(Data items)
####################
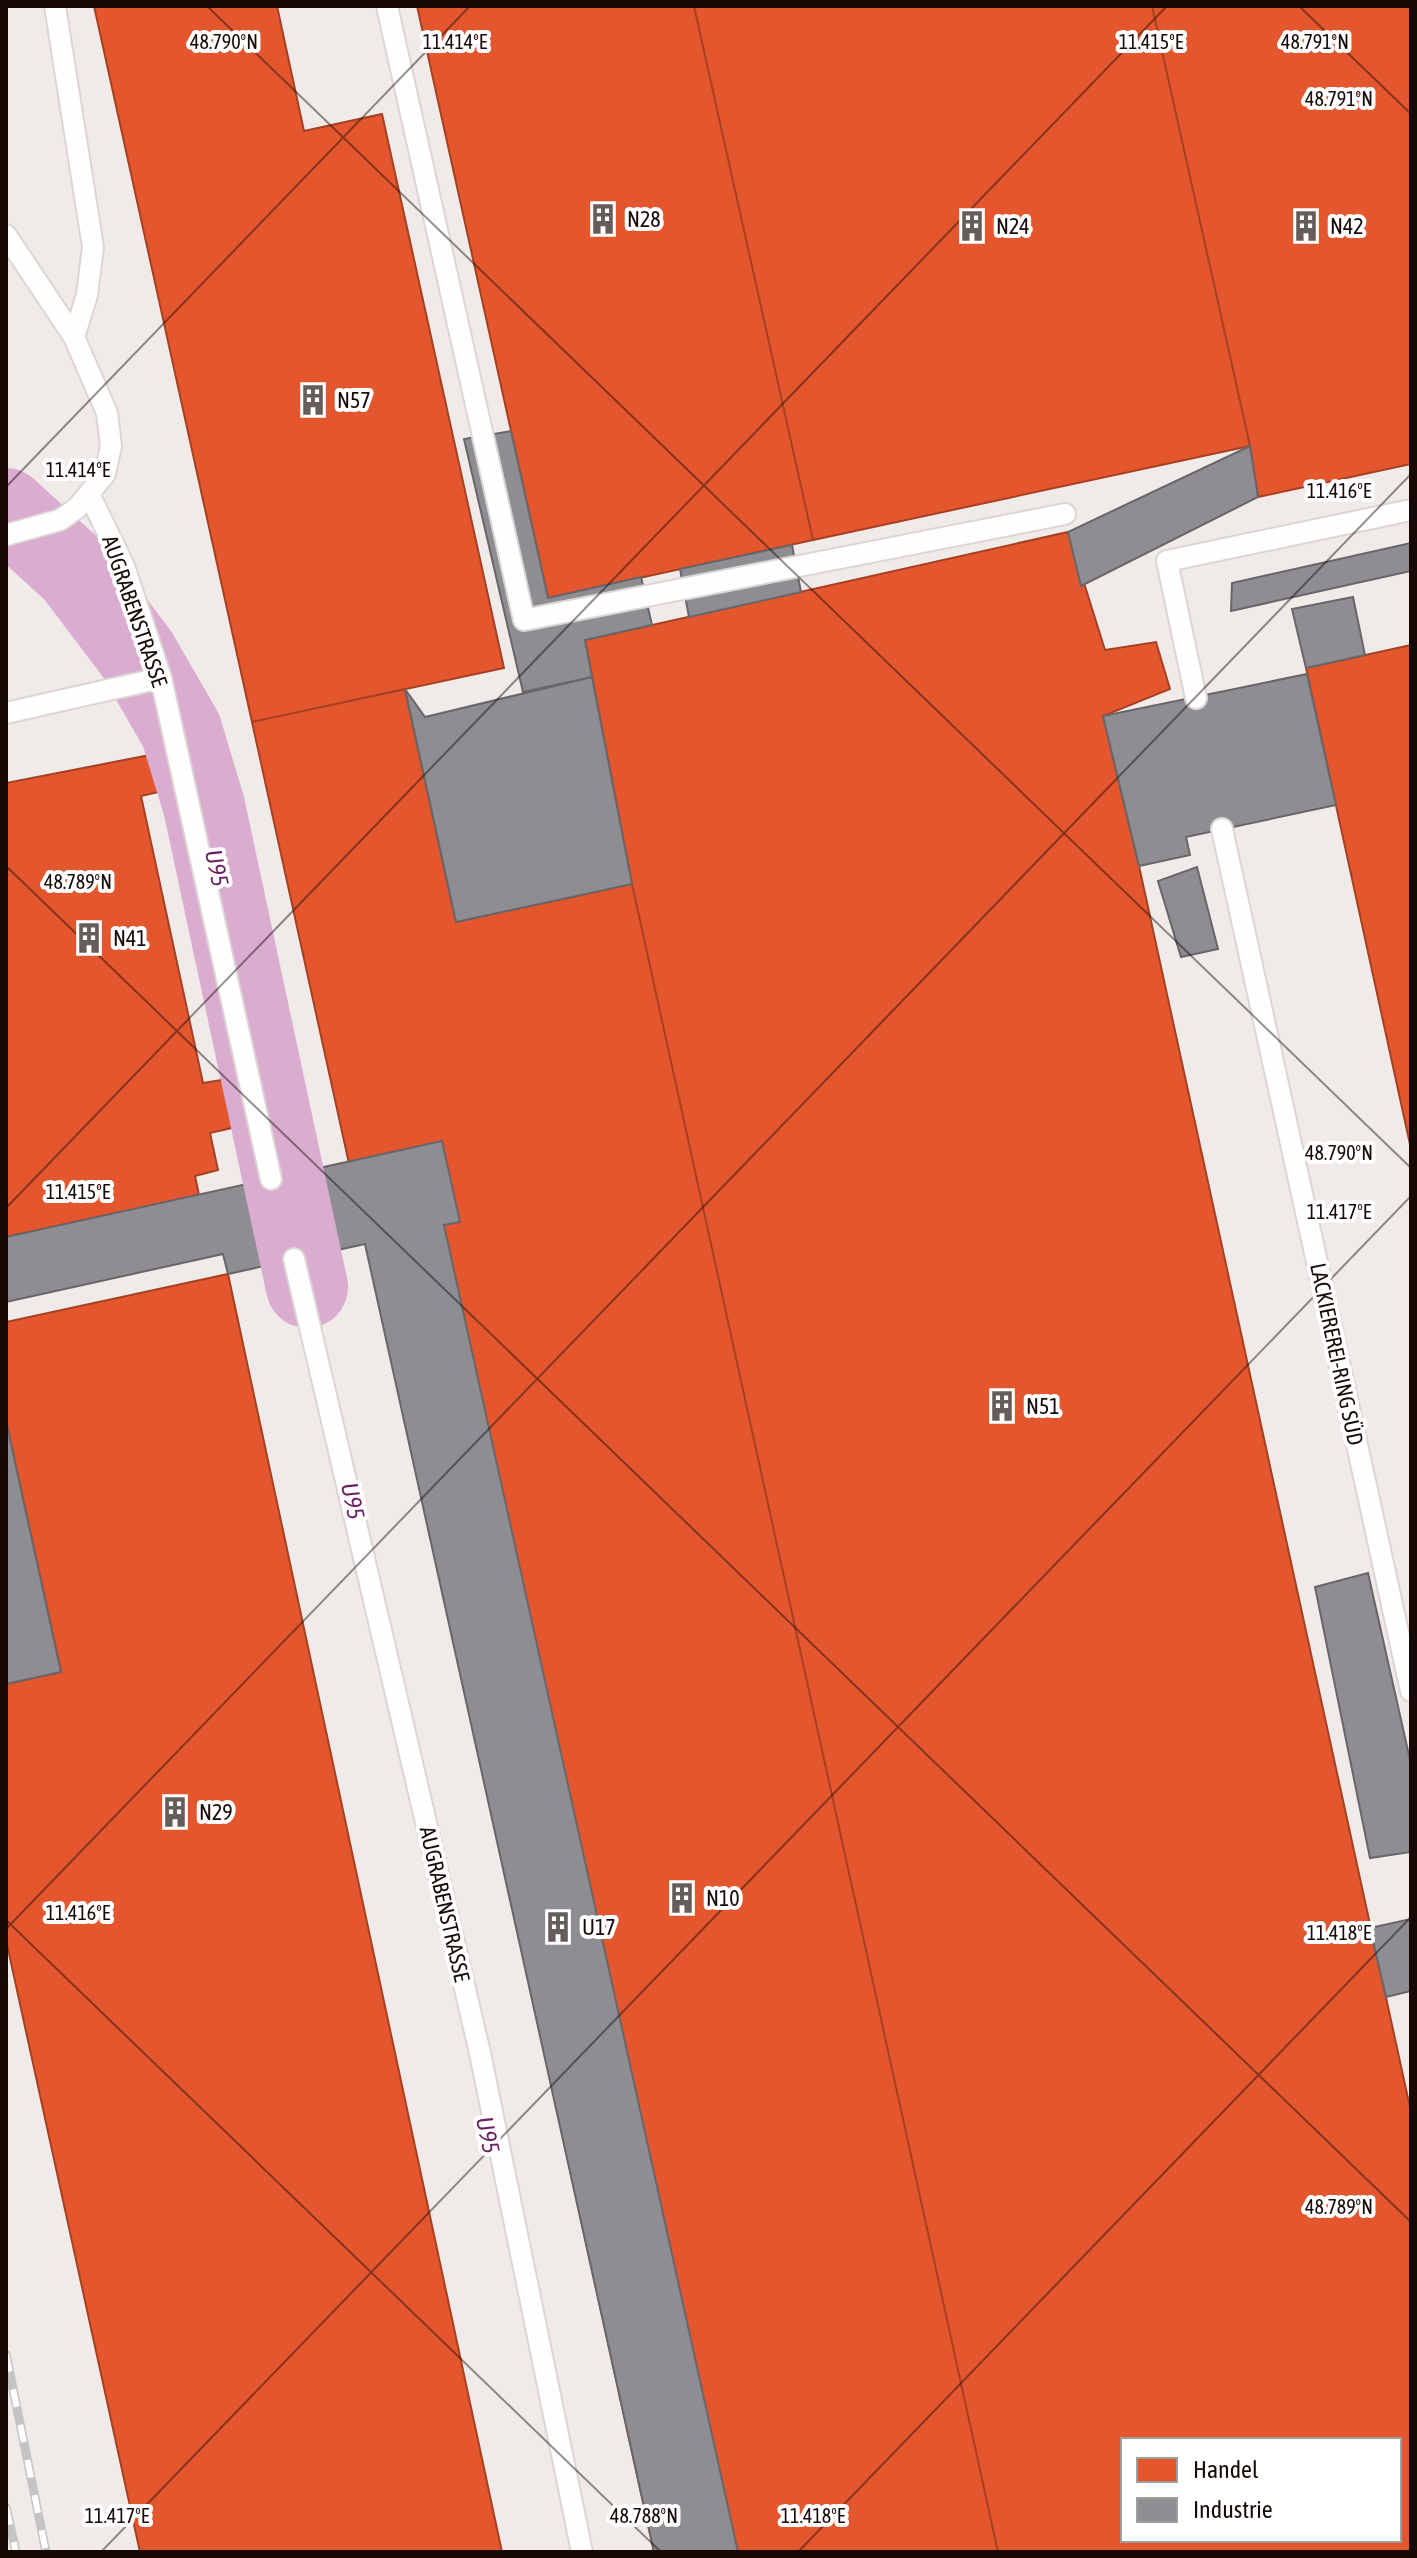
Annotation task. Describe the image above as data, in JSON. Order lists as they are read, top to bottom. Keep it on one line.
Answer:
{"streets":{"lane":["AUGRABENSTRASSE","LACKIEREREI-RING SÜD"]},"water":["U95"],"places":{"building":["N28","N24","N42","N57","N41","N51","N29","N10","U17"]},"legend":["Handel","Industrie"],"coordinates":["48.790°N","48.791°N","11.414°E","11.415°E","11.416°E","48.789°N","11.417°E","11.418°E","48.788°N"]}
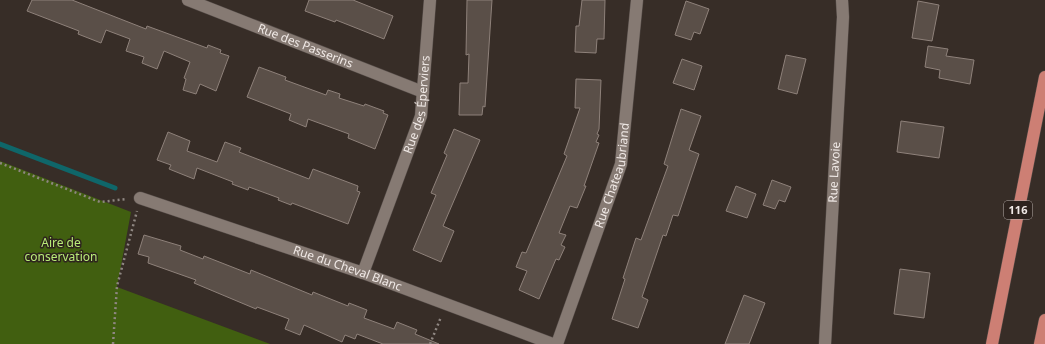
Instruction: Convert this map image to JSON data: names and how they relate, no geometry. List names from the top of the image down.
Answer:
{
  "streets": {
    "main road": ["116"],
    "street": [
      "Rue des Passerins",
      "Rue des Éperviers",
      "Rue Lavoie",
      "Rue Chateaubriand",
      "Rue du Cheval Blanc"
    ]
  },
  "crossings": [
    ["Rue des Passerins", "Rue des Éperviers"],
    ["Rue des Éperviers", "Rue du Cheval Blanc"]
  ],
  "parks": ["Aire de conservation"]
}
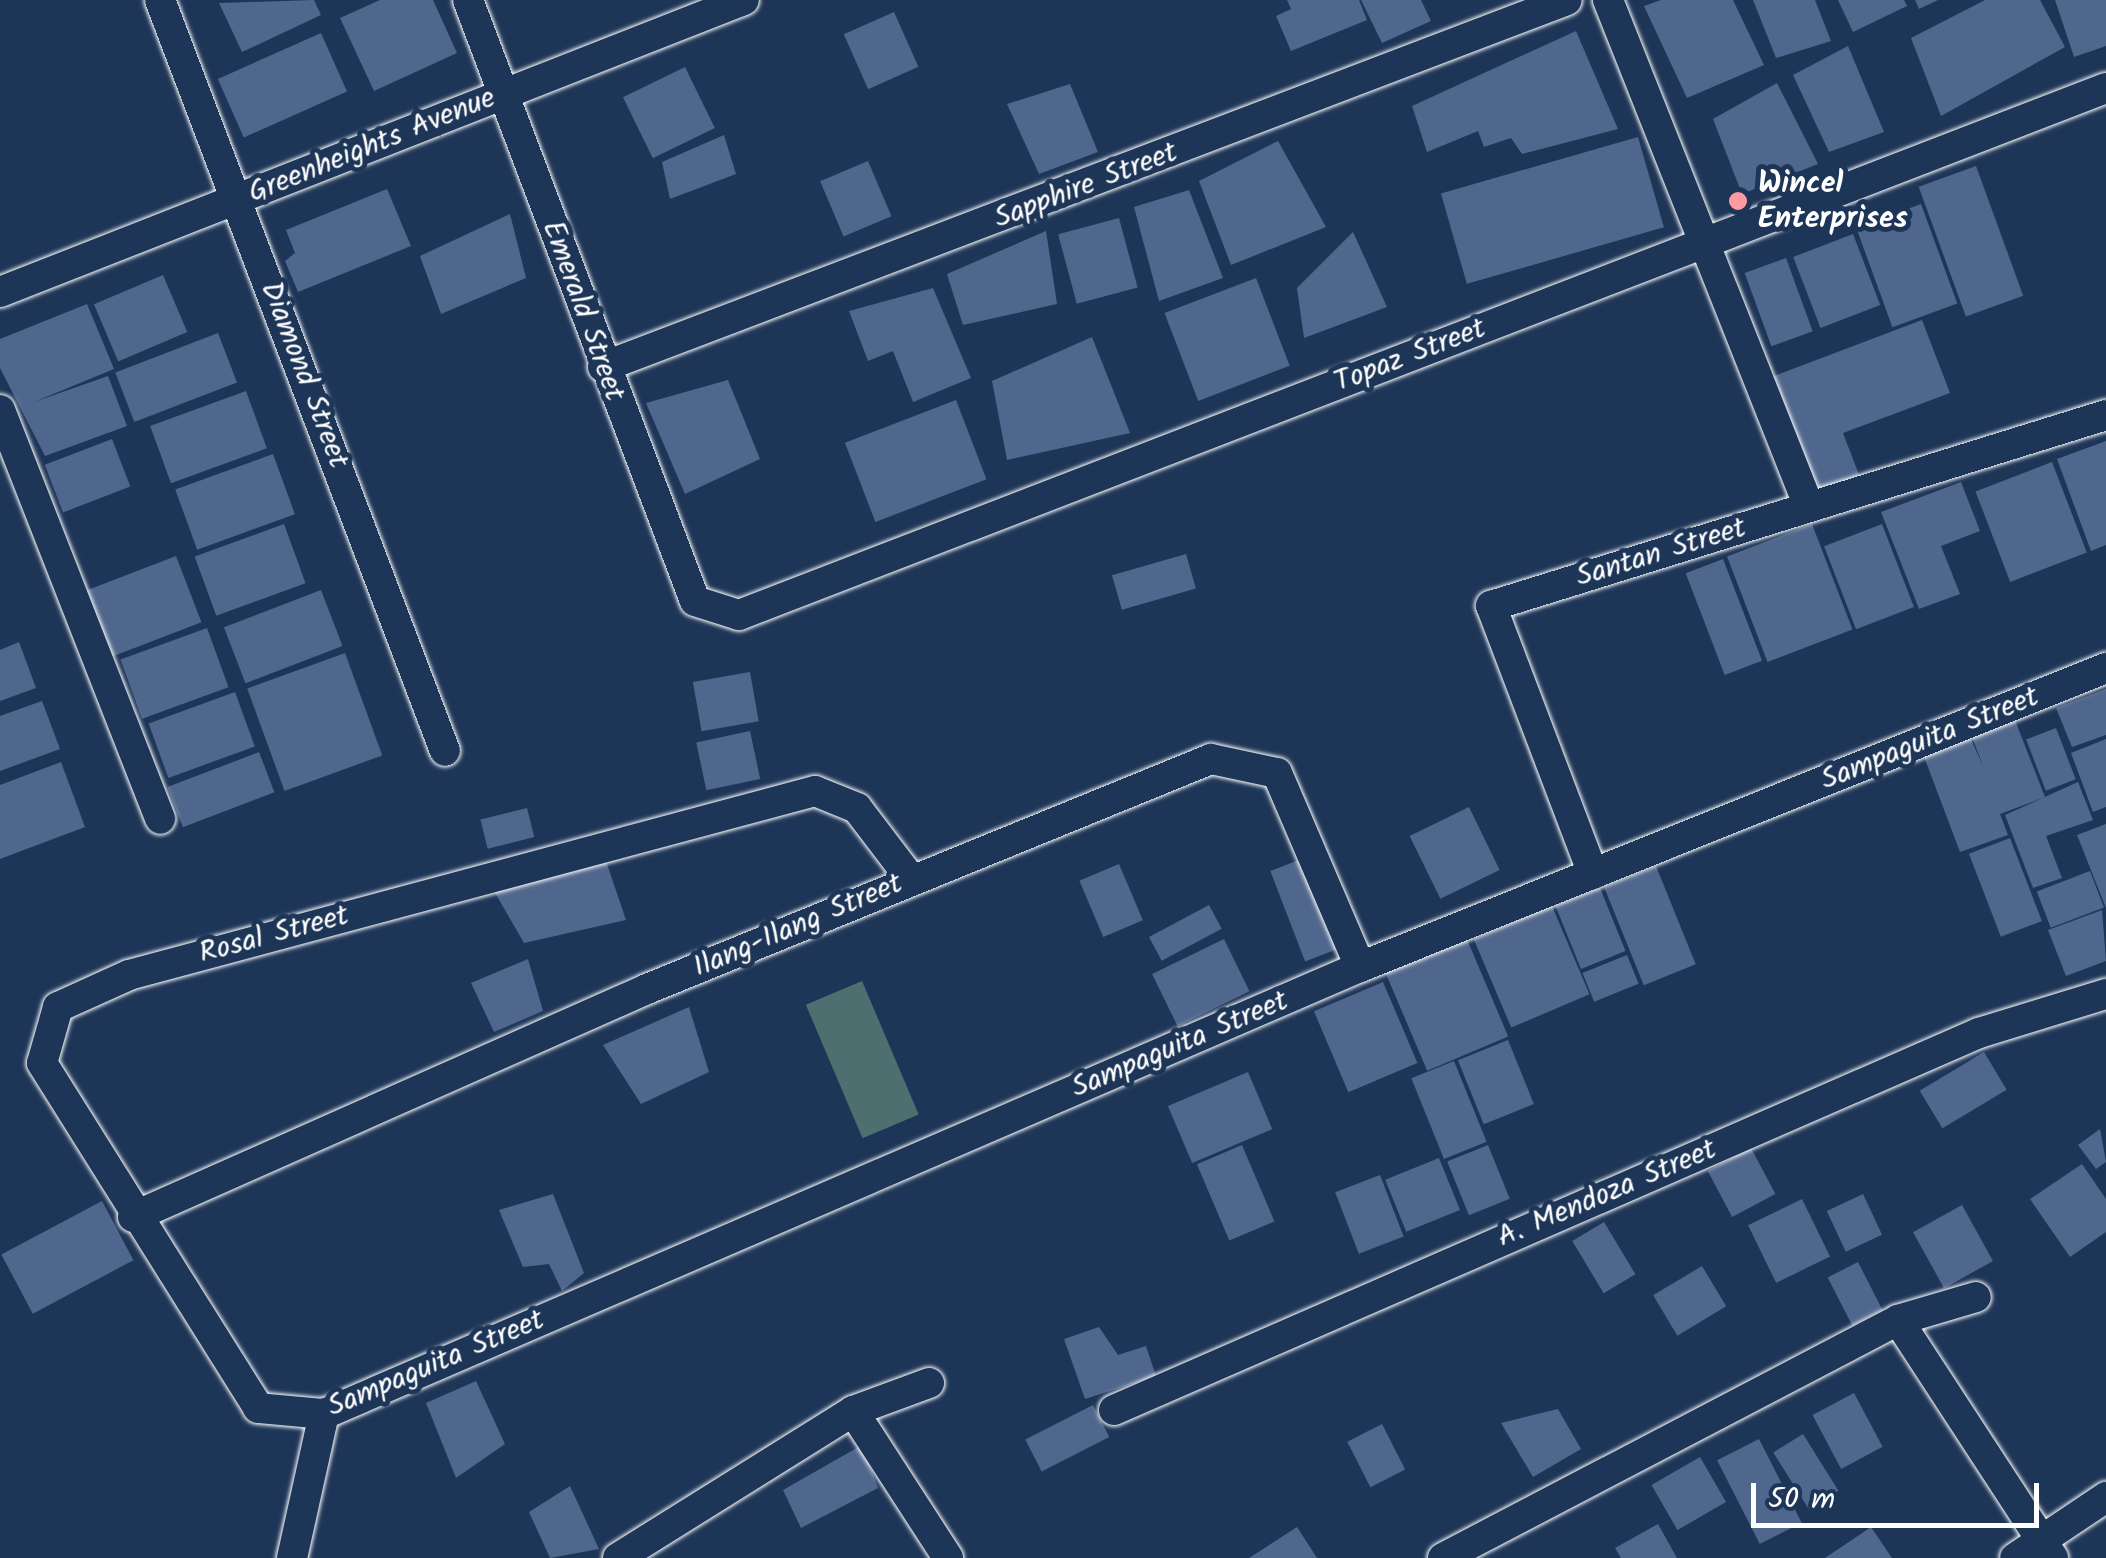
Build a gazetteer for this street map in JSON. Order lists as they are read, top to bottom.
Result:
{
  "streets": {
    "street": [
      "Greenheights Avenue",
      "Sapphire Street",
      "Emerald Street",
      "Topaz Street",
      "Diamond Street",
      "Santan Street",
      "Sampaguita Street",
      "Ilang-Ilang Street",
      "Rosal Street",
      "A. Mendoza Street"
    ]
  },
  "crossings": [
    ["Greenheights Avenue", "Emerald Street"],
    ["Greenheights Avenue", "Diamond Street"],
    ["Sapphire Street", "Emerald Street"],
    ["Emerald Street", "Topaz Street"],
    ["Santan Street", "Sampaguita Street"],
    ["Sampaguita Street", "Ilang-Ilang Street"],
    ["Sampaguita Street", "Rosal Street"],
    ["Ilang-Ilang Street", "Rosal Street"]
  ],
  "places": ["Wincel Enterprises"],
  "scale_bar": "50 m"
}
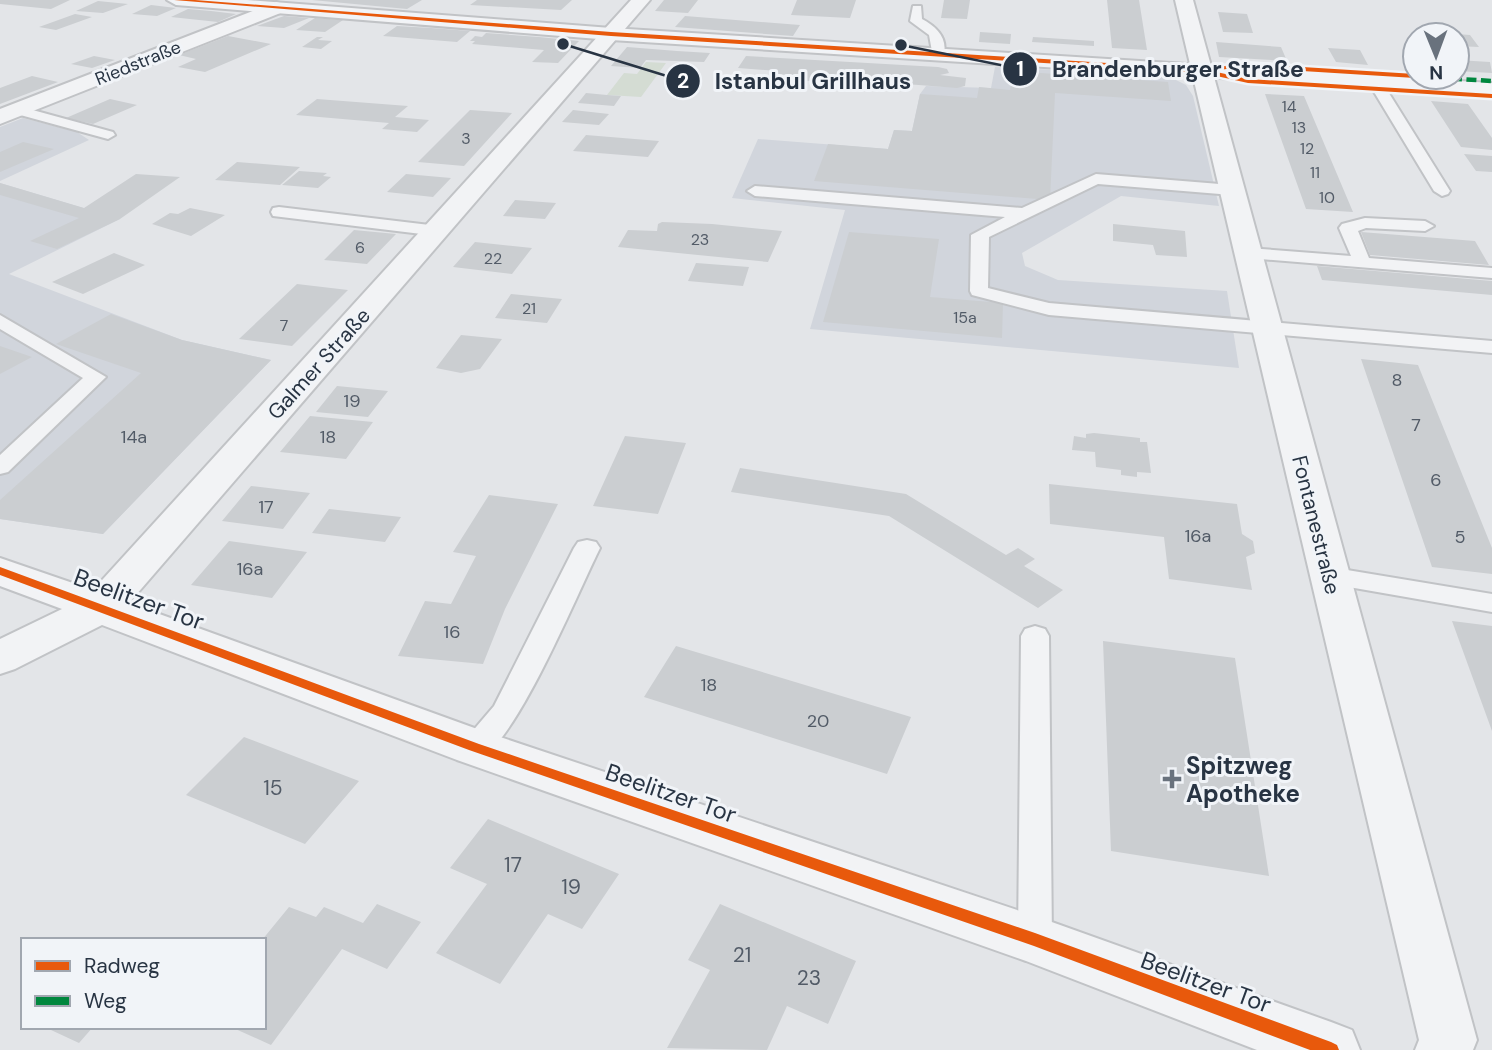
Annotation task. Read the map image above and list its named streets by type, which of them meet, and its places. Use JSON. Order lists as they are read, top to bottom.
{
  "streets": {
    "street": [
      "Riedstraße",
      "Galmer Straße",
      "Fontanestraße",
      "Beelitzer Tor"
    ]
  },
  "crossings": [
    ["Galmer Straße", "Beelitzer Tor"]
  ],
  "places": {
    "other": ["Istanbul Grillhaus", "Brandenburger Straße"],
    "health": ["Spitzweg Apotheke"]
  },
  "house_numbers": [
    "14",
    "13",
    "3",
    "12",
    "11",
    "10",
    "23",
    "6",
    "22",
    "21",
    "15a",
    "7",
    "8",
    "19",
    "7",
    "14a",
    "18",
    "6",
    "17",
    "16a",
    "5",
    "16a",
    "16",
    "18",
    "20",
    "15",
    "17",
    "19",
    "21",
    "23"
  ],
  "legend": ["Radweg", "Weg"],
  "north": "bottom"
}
####################
◆ **WORK TASK**
The complete set of records should be written out again, pictures excluded.

◆ **WRITTEN RESPONSE**
Annotation task. Describe the image above as data, in JSON. Order lists as they are read, top to bottom. Keep it on one line.
Answer:
{"streets":{"lane":["AUGRABENSTRASSE","LACKIEREREI-RING SÜD"]},"water":["U95"],"places":{"building":["N28","N24","N42","N57","N41","N51","N29","N10","U17"]},"legend":["Handel","Industrie"],"coordinates":["48.790°N","48.791°N","11.414°E","11.415°E","11.416°E","48.789°N","11.417°E","11.418°E","48.788°N"]}
Instruction: Convert this map image to JSON data: names and how they relate, no geometry. List names from the top of the image down.
Answer:
{
  "streets": {
    "main road": ["116"],
    "street": [
      "Rue des Passerins",
      "Rue des Éperviers",
      "Rue Lavoie",
      "Rue Chateaubriand",
      "Rue du Cheval Blanc"
    ]
  },
  "crossings": [
    ["Rue des Passerins", "Rue des Éperviers"],
    ["Rue des Éperviers", "Rue du Cheval Blanc"]
  ],
  "parks": ["Aire de conservation"]
}
Build a gazetteer for this street map in JSON. Order lists as they are read, top to bottom.
Result:
{
  "streets": {
    "street": [
      "Greenheights Avenue",
      "Sapphire Street",
      "Emerald Street",
      "Topaz Street",
      "Diamond Street",
      "Santan Street",
      "Sampaguita Street",
      "Ilang-Ilang Street",
      "Rosal Street",
      "A. Mendoza Street"
    ]
  },
  "crossings": [
    ["Greenheights Avenue", "Emerald Street"],
    ["Greenheights Avenue", "Diamond Street"],
    ["Sapphire Street", "Emerald Street"],
    ["Emerald Street", "Topaz Street"],
    ["Santan Street", "Sampaguita Street"],
    ["Sampaguita Street", "Ilang-Ilang Street"],
    ["Sampaguita Street", "Rosal Street"],
    ["Ilang-Ilang Street", "Rosal Street"]
  ],
  "places": ["Wincel Enterprises"],
  "scale_bar": "50 m"
}
Annotation task. Read the map image above and list its named streets by type, which of them meet, and its places. Use JSON. Order lists as they are read, top to bottom.
{
  "streets": {
    "street": [
      "Riedstraße",
      "Galmer Straße",
      "Fontanestraße",
      "Beelitzer Tor"
    ]
  },
  "crossings": [
    ["Galmer Straße", "Beelitzer Tor"]
  ],
  "places": {
    "other": ["Istanbul Grillhaus", "Brandenburger Straße"],
    "health": ["Spitzweg Apotheke"]
  },
  "house_numbers": [
    "14",
    "13",
    "3",
    "12",
    "11",
    "10",
    "23",
    "6",
    "22",
    "21",
    "15a",
    "7",
    "8",
    "19",
    "7",
    "14a",
    "18",
    "6",
    "17",
    "16a",
    "5",
    "16a",
    "16",
    "18",
    "20",
    "15",
    "17",
    "19",
    "21",
    "23"
  ],
  "legend": ["Radweg", "Weg"],
  "north": "bottom"
}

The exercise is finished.